Andrés Felipe Vargas es uno de los que coordina el abordaje de los migrantes en las lanchas de la empresa Marítima El Caribe que los llevarán hasta Capurganá. Al principio, recuerda, no había tanto control.
“Ellos viajaban en el mismo bote que los turistas que iban a Capurganá y Sapzurro. La única diferencia es que iban siempre más abrigados que los demás, lo llevan todo puesto”, dice.
Pero esta mañana saldrán antes del mediodía dos lanchas. Una con turistas. Otra con migrantes.

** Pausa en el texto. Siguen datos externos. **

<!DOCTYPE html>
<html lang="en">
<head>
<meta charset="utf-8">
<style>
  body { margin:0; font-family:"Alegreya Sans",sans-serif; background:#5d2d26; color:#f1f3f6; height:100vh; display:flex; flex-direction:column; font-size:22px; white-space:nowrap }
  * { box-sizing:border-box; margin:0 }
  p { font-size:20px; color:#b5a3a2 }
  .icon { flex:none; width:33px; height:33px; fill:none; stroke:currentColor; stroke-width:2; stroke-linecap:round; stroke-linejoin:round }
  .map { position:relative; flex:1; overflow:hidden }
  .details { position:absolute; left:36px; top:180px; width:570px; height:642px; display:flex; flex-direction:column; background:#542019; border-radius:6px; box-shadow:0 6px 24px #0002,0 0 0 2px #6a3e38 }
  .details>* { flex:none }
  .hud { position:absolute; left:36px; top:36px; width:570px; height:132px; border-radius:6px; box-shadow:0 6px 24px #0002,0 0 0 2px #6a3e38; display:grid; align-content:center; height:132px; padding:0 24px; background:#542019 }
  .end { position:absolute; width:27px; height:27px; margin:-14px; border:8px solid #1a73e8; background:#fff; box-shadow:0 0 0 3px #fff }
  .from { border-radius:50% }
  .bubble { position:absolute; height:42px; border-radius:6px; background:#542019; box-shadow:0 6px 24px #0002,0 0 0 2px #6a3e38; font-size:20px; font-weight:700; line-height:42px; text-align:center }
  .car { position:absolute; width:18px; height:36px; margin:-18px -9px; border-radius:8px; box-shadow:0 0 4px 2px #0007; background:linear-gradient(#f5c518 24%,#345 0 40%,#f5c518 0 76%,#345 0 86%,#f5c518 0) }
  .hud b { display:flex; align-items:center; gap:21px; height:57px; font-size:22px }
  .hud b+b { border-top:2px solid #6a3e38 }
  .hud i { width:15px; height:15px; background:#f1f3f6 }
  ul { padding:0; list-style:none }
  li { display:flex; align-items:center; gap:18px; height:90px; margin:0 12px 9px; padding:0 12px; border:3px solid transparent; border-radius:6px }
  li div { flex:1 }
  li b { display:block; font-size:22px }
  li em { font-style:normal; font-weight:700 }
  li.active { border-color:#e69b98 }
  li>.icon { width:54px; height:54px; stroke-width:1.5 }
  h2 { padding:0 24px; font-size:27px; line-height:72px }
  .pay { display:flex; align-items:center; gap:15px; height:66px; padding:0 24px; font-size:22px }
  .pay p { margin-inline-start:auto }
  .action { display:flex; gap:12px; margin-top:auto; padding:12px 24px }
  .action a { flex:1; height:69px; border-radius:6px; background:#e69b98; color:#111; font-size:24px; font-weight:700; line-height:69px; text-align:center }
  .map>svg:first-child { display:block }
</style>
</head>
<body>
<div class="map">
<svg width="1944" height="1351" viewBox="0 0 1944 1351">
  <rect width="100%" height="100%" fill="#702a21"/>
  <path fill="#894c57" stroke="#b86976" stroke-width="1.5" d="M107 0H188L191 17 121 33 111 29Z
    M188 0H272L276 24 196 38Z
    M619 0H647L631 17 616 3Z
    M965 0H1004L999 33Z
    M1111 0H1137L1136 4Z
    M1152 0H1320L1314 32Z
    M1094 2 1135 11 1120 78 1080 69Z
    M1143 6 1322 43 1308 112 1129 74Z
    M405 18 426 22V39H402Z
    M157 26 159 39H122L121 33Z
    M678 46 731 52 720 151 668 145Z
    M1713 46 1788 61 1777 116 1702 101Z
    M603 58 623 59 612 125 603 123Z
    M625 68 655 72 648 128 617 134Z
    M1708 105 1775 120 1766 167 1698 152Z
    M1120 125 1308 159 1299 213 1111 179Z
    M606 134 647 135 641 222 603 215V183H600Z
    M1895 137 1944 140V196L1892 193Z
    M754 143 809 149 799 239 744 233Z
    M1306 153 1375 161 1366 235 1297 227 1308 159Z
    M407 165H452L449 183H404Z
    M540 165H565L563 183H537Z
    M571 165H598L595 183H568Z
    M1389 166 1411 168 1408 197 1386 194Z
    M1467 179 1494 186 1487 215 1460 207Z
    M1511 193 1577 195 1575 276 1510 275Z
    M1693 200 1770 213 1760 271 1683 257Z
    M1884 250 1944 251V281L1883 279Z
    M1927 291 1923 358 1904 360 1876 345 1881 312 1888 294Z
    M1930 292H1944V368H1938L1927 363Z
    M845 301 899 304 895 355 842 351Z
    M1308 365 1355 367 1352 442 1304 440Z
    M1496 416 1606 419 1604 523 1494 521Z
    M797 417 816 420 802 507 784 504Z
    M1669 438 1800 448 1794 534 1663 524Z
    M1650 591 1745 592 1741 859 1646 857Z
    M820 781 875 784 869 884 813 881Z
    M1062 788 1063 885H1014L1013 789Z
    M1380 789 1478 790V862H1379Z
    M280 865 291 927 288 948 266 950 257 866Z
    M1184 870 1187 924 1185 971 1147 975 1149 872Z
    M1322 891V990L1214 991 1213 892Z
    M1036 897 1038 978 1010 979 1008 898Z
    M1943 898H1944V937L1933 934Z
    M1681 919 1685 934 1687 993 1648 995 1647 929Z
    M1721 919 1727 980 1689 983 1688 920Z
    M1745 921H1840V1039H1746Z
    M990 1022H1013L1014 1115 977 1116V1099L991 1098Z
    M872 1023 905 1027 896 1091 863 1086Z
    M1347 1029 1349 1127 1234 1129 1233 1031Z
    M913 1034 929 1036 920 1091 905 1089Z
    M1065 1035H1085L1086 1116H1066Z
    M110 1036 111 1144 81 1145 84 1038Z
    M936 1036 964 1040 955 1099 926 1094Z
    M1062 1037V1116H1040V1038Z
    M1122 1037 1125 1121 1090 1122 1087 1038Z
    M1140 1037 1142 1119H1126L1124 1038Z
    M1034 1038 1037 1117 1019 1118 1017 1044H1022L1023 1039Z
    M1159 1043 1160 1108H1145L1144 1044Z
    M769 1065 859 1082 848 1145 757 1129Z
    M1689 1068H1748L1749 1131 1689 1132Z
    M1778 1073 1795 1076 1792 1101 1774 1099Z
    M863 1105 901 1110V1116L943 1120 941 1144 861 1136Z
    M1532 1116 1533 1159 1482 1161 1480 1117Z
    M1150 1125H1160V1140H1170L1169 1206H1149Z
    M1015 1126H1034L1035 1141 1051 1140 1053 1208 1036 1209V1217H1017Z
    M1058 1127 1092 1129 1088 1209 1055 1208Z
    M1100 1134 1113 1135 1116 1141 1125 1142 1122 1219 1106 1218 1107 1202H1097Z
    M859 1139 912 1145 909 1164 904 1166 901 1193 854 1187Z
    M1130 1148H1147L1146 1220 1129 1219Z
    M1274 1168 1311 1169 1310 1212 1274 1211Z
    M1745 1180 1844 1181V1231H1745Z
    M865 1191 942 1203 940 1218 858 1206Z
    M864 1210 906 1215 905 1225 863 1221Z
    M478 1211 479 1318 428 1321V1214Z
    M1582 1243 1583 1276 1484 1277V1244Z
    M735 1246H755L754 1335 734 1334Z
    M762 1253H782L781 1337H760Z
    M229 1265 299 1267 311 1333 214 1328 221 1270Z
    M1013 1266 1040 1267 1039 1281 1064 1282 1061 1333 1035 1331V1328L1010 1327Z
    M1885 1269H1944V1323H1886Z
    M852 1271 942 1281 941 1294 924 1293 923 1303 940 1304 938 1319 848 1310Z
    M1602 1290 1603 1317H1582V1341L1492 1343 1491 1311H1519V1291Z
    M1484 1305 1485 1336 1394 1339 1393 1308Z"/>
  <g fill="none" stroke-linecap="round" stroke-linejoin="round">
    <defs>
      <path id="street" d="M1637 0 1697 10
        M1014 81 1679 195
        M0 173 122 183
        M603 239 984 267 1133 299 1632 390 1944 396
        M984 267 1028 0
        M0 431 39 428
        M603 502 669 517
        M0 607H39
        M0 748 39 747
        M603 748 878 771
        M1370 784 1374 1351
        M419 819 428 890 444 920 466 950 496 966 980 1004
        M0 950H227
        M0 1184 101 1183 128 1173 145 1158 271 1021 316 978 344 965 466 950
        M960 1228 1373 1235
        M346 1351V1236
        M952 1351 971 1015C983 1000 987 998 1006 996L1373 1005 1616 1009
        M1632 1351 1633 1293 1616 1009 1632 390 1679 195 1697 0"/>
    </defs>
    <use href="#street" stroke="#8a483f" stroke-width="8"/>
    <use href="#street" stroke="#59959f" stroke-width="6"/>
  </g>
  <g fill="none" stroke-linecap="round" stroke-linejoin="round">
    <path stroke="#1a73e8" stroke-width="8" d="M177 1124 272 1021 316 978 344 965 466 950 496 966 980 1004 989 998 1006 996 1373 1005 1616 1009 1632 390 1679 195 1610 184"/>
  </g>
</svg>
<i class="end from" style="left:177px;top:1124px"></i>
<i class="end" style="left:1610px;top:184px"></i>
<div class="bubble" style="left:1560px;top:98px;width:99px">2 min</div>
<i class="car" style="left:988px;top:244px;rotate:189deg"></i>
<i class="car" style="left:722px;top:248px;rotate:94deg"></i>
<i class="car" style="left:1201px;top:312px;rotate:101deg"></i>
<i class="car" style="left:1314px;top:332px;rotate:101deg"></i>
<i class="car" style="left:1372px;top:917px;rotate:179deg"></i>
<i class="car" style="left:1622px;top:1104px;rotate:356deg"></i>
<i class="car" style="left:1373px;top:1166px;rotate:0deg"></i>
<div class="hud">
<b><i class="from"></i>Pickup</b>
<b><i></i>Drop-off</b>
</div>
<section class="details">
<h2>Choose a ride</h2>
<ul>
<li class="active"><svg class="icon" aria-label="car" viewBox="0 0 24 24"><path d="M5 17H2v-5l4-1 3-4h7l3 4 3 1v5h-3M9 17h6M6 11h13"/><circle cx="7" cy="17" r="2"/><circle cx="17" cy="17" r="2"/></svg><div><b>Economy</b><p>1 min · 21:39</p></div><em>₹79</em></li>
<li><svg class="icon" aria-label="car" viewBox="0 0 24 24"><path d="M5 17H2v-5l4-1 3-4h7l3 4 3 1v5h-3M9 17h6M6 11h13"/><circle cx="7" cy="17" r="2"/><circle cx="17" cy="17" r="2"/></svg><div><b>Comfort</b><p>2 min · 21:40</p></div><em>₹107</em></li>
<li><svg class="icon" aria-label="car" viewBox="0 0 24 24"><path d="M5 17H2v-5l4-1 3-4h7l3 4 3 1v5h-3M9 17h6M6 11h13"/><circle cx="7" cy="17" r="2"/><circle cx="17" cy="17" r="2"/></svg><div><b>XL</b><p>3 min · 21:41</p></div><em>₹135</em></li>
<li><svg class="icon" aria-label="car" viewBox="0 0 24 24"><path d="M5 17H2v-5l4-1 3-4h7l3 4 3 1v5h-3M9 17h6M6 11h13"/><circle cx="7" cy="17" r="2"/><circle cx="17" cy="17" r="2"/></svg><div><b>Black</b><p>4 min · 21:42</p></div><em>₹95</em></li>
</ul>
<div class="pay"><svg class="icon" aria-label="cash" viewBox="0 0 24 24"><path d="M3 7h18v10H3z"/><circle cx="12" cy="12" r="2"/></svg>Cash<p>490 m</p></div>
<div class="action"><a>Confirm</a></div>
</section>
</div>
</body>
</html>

“Los que iban de turismo comenzaron a quejarse de ellos, decían que por el olor. Y me tocó comenzar a enviar dos lanchas por separado. No lo pude evitar”, señala Vargas.
Vargas no está aquí para hablar de igualdad de derechos ni protección del más vulnerable. Llena lanchas, cobra por ello.
Paul y Mike solo pueden percibir el sabor del mar en su boca por las gotas que les golpean el rostro durante el viaje. Apenas llegan a Capurganá, aunque está poblada de playas y lugares para descansar, solo tienen tiempo para alistarse, asearse, continuar su camino.
Una vez atraviesen el Tapón del Darién estarán en Centroamérica.
Uno de los lugareños que los acompañan le pregunta a Paul en un inglés pedregoso: “¿Qué fue lo que más le gustó de Colombia?”
Paul se queda en silencio. Se mira con Mike y le responde: “Nada en verdad. No siento que nos hayan tratado muy bien”.